Unternehmen stehen vor einer großen Herausforderung: Wie positioniere ich mich in einer zunehmend polarisierten Gesellschaft?

Erst die Flüchtlingsdebatte, dann die Klimakrise und jetzt die Corona-Politik: Die Gesellschaft polarisiert sich immer weiter, während Facebook, Twitter & Co. der öffentlichen Empörung immer mehr Raum geben. Große Teile der Bevölkerung folgen geschlossenen Weltbildern, die keinen Diskurs mehr zulassen. Dies ist nicht nur für die Politik eine große Herausforderung, die vor der Aufgabe steht, die Menschen wieder unter konsensfähigen Wertvorstellungen und Zukunftsperspektiven zu vereinen, im Sinne der Krisenprävention und -kommunikation ist dies auch für Unternehmen eine massive Herausforderung.

Kathrin Hansen
Senior Beraterin
25. Januar 2022
Krisenkommunikation
Social Media

Einerseits verlangt die Gesellschaft, dass sich Unternehmen möglichst eindeutig politisch positionieren, andererseits werden sie von denjenigen mit massiver Kritik überzogen, deren Weltanschauung nicht geteilt wird. Um möglichst keine Käufergruppen zu verprellen, vermeiden viele Markenhersteller daher eindeutige Aussagen und werden auch dafür angegriffen.

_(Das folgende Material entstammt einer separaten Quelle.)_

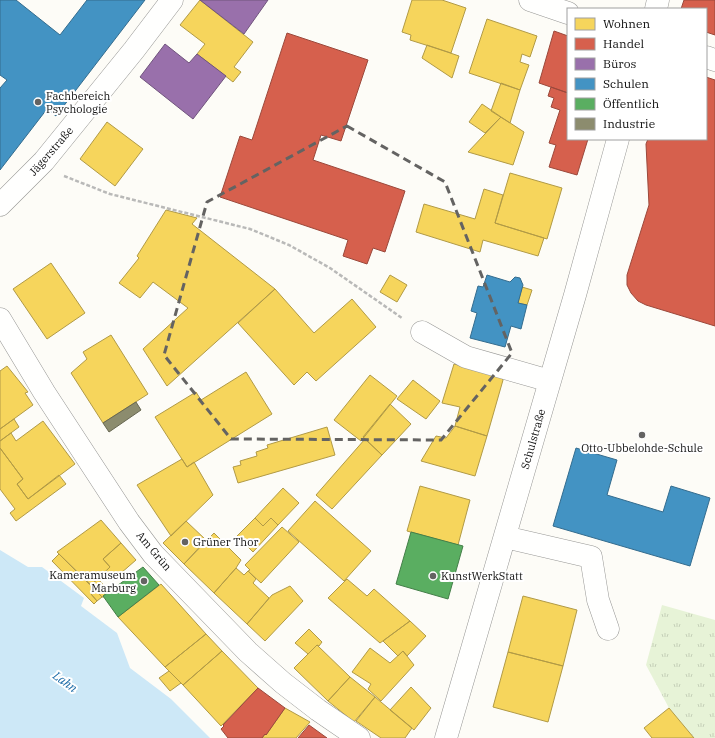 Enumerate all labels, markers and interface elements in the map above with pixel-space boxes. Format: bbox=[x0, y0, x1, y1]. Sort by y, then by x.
legend bbox=[567, 8, 707, 140]
text: Wohnen bbox=[603, 16, 650, 31]
text: Handel bbox=[603, 36, 644, 51]
text: Büros bbox=[603, 56, 636, 71]
text: Schulen bbox=[603, 76, 649, 91]
place label: Fachbereich Psychologie bbox=[46, 89, 110, 116]
text: Öffentlich bbox=[603, 96, 660, 111]
marker: Fachbereich Psychologie bbox=[33, 97, 43, 107]
text: Industrie bbox=[603, 116, 655, 131]
street label: Jägerstraße bbox=[26, 123, 76, 178]
street label: Schulstraße bbox=[518, 407, 548, 471]
marker: Otto-Ubbelohde-Schule bbox=[637, 430, 647, 440]
place label: Otto-Ubbelohde-Schule bbox=[581, 441, 703, 455]
street label: Am Grün bbox=[133, 528, 175, 574]
place label: Grüner Thor bbox=[193, 535, 258, 549]
marker: Grüner Thor bbox=[180, 537, 190, 547]
place label: Kameramuseum Marburg bbox=[49, 568, 137, 595]
place label: KunstWerkStatt bbox=[441, 569, 523, 583]
marker: KunstWerkStatt bbox=[428, 571, 438, 581]
marker: Kameramuseum Marburg bbox=[139, 576, 149, 586]
water label: Lahn bbox=[49, 667, 81, 696]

Wie Twitter Facebook in Zugzwang bringt

Wie vertrackt die Situation aus Sicht der Krisenkommunikation ist, zeigt ein Blick in die USA. Twitter hat in diesen Tagen öffentlichkeitswirksam den Versuch gestartet, gegen Fake News vorzugehen, als es einen Tweet von US-Präsident Donald Trump mit einem Warnhinweis versehen hat.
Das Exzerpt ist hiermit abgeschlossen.